People v Urena
2007 NY Slip Op 09810 [46 AD3d 714]
December 11, 2007
Appellate Division, Second Department
Published by New York State Law Reporting Bureau pursuant to Judiciary Law § 431.
As corrected through Wednesday, February 13, 2008


The People of the State of New York, Respondent,
v
Juan Urena, Appellant.

[*1] Lynn W. L. Fahey, New York, N.Y. (Michelle Mogal of counsel), for appellant, and appellant pro se.

Richard A. Brown, District Attorney, Kew Gardens, N.Y. (John M. Castellano, Jeanette Lifschitz, and Kristina Sapaskis of counsel), for respondent.

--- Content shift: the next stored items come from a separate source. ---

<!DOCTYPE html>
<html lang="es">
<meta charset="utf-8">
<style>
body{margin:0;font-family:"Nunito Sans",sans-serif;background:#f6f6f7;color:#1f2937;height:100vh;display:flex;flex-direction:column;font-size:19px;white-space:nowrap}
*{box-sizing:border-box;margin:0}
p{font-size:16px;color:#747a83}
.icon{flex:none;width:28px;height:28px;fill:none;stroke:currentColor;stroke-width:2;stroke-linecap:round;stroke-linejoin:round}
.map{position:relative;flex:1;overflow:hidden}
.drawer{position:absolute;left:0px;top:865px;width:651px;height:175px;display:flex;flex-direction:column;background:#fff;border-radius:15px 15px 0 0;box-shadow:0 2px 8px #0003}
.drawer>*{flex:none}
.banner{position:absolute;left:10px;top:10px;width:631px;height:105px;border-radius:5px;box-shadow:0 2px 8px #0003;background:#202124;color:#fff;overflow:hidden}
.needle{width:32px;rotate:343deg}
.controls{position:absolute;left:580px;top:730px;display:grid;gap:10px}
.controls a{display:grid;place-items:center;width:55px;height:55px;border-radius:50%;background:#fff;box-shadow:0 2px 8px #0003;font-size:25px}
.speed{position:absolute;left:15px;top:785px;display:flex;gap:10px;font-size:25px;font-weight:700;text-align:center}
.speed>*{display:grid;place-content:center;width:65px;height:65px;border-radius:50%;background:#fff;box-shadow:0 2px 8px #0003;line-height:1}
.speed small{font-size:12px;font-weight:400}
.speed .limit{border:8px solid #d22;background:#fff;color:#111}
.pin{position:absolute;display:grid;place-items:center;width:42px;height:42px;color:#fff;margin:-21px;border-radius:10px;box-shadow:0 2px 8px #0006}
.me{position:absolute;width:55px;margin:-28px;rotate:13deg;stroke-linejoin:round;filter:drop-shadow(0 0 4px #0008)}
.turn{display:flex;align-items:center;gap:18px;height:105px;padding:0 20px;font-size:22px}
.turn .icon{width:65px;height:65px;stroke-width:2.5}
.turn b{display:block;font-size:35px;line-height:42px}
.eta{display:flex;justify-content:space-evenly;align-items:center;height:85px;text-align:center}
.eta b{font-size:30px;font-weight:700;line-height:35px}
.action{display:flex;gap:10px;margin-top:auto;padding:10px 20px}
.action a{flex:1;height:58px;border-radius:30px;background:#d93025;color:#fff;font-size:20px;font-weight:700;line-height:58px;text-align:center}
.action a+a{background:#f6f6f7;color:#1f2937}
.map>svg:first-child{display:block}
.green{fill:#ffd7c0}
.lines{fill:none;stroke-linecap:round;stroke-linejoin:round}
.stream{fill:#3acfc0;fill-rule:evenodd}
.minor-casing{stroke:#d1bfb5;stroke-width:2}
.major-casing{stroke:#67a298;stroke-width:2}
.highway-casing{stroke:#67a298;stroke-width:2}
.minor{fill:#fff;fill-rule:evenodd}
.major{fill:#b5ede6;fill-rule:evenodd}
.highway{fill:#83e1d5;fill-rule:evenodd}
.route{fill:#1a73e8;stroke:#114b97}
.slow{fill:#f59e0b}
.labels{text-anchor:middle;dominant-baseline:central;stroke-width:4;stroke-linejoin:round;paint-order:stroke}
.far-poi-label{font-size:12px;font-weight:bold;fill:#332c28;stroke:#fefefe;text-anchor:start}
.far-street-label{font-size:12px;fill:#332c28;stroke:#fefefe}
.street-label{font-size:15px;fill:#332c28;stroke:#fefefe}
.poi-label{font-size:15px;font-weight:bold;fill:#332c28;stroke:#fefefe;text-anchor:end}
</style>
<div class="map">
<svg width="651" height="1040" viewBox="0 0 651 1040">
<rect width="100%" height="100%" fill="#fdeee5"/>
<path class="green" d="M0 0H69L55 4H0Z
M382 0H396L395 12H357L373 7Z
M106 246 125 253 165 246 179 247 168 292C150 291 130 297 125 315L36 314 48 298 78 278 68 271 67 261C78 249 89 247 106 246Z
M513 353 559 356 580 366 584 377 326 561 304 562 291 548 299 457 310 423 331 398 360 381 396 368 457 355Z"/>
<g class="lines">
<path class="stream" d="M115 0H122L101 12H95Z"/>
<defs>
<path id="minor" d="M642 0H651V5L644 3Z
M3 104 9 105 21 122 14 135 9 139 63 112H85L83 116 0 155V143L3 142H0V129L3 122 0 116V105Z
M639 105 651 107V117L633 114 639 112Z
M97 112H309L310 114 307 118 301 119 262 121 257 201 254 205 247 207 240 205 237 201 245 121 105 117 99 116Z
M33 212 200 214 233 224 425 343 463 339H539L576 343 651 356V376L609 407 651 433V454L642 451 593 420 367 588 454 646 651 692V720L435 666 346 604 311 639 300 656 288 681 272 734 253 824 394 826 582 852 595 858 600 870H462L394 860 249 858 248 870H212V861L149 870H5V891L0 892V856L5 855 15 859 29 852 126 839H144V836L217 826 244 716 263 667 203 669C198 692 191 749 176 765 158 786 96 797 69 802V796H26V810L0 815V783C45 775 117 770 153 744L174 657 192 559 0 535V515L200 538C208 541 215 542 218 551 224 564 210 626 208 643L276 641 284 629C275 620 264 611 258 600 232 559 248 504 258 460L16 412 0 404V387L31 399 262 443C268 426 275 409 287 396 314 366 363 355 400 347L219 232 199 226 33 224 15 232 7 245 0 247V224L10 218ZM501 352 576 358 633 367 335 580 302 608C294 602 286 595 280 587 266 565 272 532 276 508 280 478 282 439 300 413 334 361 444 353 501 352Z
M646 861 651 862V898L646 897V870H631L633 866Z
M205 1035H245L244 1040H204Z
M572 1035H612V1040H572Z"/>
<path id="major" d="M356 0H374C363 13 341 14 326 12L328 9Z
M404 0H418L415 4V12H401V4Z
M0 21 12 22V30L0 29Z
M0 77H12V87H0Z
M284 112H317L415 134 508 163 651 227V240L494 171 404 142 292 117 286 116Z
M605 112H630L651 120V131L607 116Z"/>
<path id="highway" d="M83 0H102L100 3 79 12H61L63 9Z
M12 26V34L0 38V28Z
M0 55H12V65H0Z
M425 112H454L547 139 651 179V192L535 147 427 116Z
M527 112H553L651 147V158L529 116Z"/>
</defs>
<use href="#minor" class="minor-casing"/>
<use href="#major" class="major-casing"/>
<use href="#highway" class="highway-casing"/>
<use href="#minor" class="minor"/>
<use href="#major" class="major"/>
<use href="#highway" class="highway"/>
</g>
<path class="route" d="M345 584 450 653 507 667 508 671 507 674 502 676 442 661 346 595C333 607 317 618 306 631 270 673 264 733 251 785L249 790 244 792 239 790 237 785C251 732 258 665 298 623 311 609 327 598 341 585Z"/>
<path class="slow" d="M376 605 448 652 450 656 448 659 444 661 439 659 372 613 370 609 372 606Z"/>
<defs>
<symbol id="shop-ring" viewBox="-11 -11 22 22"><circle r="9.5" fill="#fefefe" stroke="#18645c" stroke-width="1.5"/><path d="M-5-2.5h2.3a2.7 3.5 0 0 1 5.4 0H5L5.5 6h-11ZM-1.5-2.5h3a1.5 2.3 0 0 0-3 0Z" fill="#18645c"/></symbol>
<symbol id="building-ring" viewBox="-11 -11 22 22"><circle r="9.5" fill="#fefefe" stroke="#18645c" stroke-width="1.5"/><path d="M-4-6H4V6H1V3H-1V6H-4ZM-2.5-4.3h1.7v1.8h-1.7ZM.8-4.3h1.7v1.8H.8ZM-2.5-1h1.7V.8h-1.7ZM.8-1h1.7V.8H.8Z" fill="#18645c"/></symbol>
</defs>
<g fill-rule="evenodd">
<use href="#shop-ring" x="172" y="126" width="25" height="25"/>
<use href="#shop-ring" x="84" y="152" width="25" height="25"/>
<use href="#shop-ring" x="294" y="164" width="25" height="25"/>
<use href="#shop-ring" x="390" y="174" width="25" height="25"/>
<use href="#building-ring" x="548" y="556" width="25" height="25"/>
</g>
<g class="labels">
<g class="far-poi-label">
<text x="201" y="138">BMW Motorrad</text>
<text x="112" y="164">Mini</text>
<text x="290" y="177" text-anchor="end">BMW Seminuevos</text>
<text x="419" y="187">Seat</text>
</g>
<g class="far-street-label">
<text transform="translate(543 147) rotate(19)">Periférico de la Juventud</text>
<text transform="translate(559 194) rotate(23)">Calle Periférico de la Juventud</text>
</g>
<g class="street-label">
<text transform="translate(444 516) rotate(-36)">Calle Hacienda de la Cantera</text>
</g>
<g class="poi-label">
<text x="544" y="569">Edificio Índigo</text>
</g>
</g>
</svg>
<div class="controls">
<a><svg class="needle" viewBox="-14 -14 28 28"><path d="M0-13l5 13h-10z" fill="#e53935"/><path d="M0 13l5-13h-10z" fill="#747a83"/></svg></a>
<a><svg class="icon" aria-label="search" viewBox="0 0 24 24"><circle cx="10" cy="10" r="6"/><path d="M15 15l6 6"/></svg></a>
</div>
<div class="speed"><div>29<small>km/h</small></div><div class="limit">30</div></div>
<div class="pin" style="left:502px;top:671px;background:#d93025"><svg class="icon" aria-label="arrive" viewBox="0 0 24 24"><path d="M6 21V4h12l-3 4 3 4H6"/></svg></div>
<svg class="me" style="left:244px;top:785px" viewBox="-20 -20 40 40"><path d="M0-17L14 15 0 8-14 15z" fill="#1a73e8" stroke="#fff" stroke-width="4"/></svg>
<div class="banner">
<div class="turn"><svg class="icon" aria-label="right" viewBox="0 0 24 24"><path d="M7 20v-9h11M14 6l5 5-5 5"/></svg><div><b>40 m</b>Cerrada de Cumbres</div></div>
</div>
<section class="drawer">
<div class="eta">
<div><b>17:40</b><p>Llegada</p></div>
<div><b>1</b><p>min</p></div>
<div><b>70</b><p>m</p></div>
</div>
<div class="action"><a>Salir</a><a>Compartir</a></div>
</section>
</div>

Appeal by the defendant from a judgment of the Supreme Court, Queens County (McGuire, J.), rendered May 19, 2005, convicting him of robbery in the first degree, menacing in the second degree, and petit larceny, upon a jury verdict, and imposing sentence.

Ordered that the judgment is affirmed.

The defendant's contention that the evidence was legally insufficient to establish his guilt of robbery in the first degree is unpreserved for appellate review, since he failed to address any specific legal errors as a basis for dismissal of that count in the trial court (see CPL 470.05 [2]; People v Gray, 86 NY2d 10, 19 [1995]). In any event, viewing the evidence in the light most favorable to the prosecution (see People v Contes, 60 NY2d 620 [1983]), we find that it was legally sufficient to establish the defendant's guilt of the crime of robbery in the first degree beyond a reasonable doubt (see Penal Law §§ 160.00, 160.15 [3]; People v Smith, 79 NY2d 309, 312-314 [1992]; People v Lawson, 184 AD2d 588 [1992]). The evidence adduced at trial established that the defendant used a dangerous instrument to threaten the complainant with physical force for the purpose of "[p]reventing or overcoming resistance to the retention [of the property] immediately after the taking" (Penal Law § 160.00 [1]; see Penal Law § 160.15 [3]). Moreover, resolution of issues of credibility is primarily a matter to be determined by the jury, which saw and heard the witnesses, and its determination should be accorded great deference on appeal (see People v Romero, 7 NY3d 633, 644-645 [2006]; People v Mateo, 2 NY3d 383, 410 [2004], cert denied 542 US 946 [2004]). Upon the exercise of our factual review power (see CPL 470.15 [5]), we are satisfied that the verdict of guilt was not against the weight of the evidence (see People v Romero, 7 NY3d 633 [2006]).

To the extent that the defendant's claims of ineffective assistance of counsel, as set forth in point II of his supplemental pro se brief, are based upon matter dehors the record, they may not be reviewed on direct appeal (see People v Sabatino, 41 AD3d 871 [2007], lv denied 9 NY3d 964 [2007]). Insofar as we are able to review these claims, we find that defense counsel provided the defendant with meaningful representation (see People v Turner, 5 NY3d 476, 480 [2005]; People v Henry, 95 NY2d 563 [2000]). Rivera, J.P., Spolzino, Carni and McCarthy, JJ., concur.